NEŞAT GÜNDOĞDU / ANKARA
Kültür ve Turizm Bakanı Prof. Dr. Numan Kurtulmuş, Türkiye'den yurtdışına kaçırılan iki tarihi eserin Türkiye'ye geri getirilmesi sonrası eserlerin yeni mekanındaki açılışını yaptı. Anadolu Medeniyetler Müzesi'nde yapılan törenle sergilenmeye başlayan eserler Türkiye'nin kültür ve turizmine büyük katkı sağlayacak. Geri getirilen bu eserler gibi Anadolu'dan yurt dışını kaçırılan eserlerin birçok gelişmiş ülkelerdeki koca koca müzelerde sergilendiğini söyleyen Kurtulmuş, gelen bu iki eserle birlikte getirilmesine çalışılan 55 tarihi eser kaldığını açıkladı. Kurtulmuş, tarihi eser kaçakçılığına ve oluşan mafyatik yapılara Avrupalıların bu eserleri alarak destek verdiklerini belirterek, "Taş yerinde ağırdır, tarihi eserlerinde kendi coğrafyalarında ağırlıkları vardır" dedi.
"Mafyatik Yapılara Prim Veriliyor"
Kurtulmuş, bu coğrafyada hem İslam döneminin hem de İslam öncesi dönemin eserleri mevcut olduğunu söyleyerek şöyle konuştu: "Anadolu'da büyük medeniyetlerin büyük ayak izlerine sahibiz.

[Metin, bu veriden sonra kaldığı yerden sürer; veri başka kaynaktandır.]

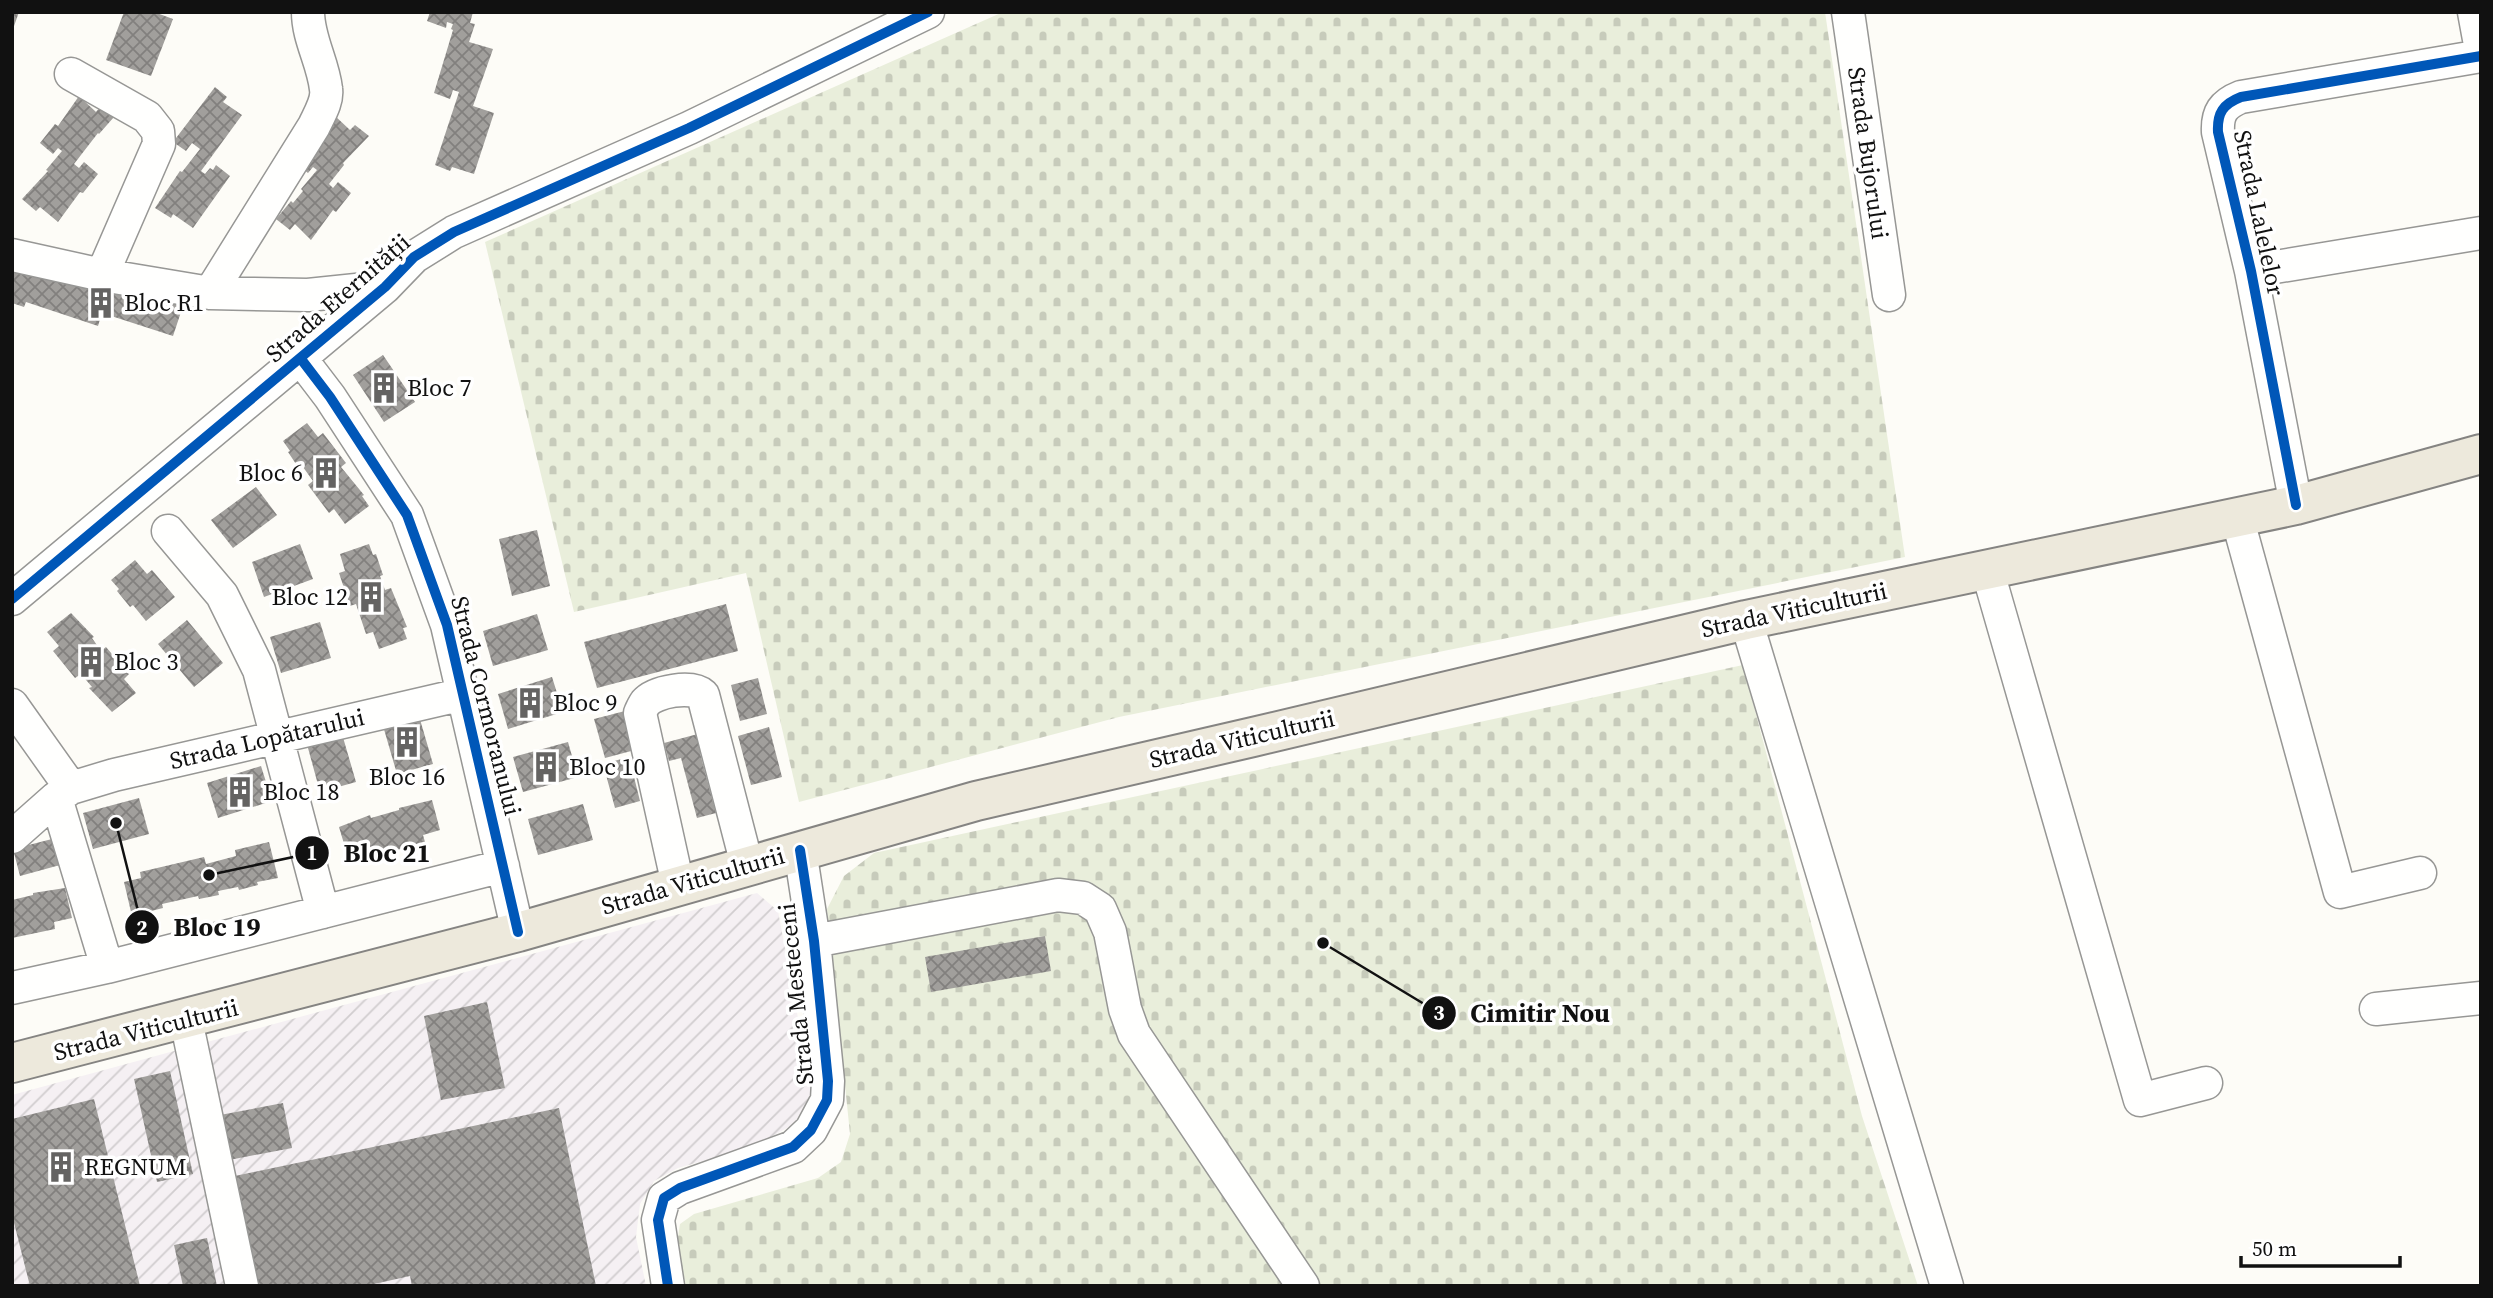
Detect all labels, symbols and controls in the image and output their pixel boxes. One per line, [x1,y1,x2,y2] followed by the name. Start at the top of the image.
[1840,65,1897,241] street label: Strada Bujorului
[2226,127,2293,299] street label: Strada Lalelelor
[258,226,417,370] street label: Strada Eternității
[84,286,118,320] building icon: Bloc R1
[124,286,204,319] place label: Bloc R1
[367,371,401,405] building icon: Bloc 7
[407,371,472,404] place label: Bloc 7
[239,456,303,489] place label: Bloc 6
[309,456,343,490] building icon: Bloc 6
[1698,574,1890,645] street label: Strada Viticulturii
[272,580,348,613] place label: Bloc 12
[354,580,388,614] building icon: Bloc 12
[443,593,530,819] street label: Strada Cormoranului
[74,645,108,679] building icon: Bloc 3
[114,645,179,678] place label: Bloc 3
[513,686,547,720] building icon: Bloc 9
[553,686,618,719] place label: Bloc 9
[166,700,367,777] street label: Strada Lopătarului
[1146,701,1338,776] street label: Strada Viticulturii
[390,725,424,759] building icon: Bloc 16
[529,750,563,784] building icon: Bloc 10
[569,750,646,783] place label: Bloc 10
[369,760,445,793] place label: Bloc 16
[223,775,257,809] building icon: Bloc 18
[263,775,340,808] place label: Bloc 18
[294,829,444,876] callout: Bloc 21
[343,835,431,871] text: Bloc 21
[306,838,318,867] text: 1
[597,839,788,922] street label: Strada Viticulturii
[770,902,821,1087] street label: Strada Mesteceni
[125,904,275,951] callout: Bloc 19
[173,909,261,945] text: Bloc 19
[136,913,148,942] text: 2
[1422,989,1624,1036] callout: Cimitir Nou
[50,991,242,1068] street label: Strada Viticulturii
[1470,995,1610,1031] text: Cimitir Nou
[1433,998,1445,1027] text: 3
[44,1150,78,1184] building icon: REGNUM
[84,1150,187,1183] place label: REGNUM
[2241,1224,2400,1268] scale bar
[2252,1234,2297,1263] text: 50 m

Dünyanın en büyük arşivi, dünyanın yaşayan en büyük kütüphanesiyiz. Ülkemizin bu özelliğinin daha fazla gün yüzüne çıkabilmesi için mücadele ediyoruz. Öteden beri var olan bazı mafyatik yapılar tarihi eserleri kaçırıyor daha sonra bu kaçırılan eserlerin sanat faaliyetlerinde, koca müzelerde sergilendiğini görüyoruz. Bu mafyatik yapılara prim verildiği için tarihi eserin kaçırılmasına devam ediliyor. Osmanlı döneminde bile bazı eserlerin kaçırıldığını ve büyük ülkelerin hemen hemen hepsinde sergilendiğini biliyoruz. Geri getirdiğimiz bu eserler ile eserlerimize sahip çıktığımızı ve bu gayrete sahip çıktığımız gösterdik. Hafiye gibi eserlerin peşine takılıyoruz. Herakles lahdinin açılışı çok önemliydi. Şimdi ise önemli eseri Türkiye'ye kazandırdık."
Türkiye'nin zaferi
Türkiye'nin tüm birikimini dünya ile paylaştığının altını çizen Kurtulmuş şunları kaydetti: "Bunlardan birisi Karya bölgesine ait olan Güneydoğu Anadolu'da 2400 yıl öncesine ait Altın Taç eseri İskoçya'daki mahkeme süreçleri ile geri alındı. Karya bölgesinde çok zengin birisine ait bir mezarda bırakılan bir hatıra eseri olduğu düşünülen Altın Taç'ın dünyada bir benzeri daha bulunmuyor. Bir diğer eser olan Bronz Dağ Keçicisi Heyelciği ise Erzurum'daki müzeden çalınmıştı. Dağ Keçisi Heykelciğinin MÖ 2000'li yıllara ait olduğu düşünülüyor. Onu da burada sergileyeceğiz. Dünya'da bugün kriminoloji ile ilgili birçok mesele var. Suç unsurları gibi çok önemli meselelerin yanı sıra uluslararası tarihi eser kaçakçılığı ile mücadelenin de bütün ülkelerin samimi bir işbirliğine ihtiyacı vardır. Ülkelerin samimi bir işbirliği olmazsa bunun önüne geçilemez. Suriye ve Irak'ın terör nedeniyle kaybolan canlar ve oluşan göçlerin yanı sıra bir de bunlar kadar önemli Şam'ın, Halep'in tarihi şaheserlerinin tahrip edilip kaçırılmasıdır. Bunlar birkaç sene sonra Avrupa'daki müzelerde sergilenecektir."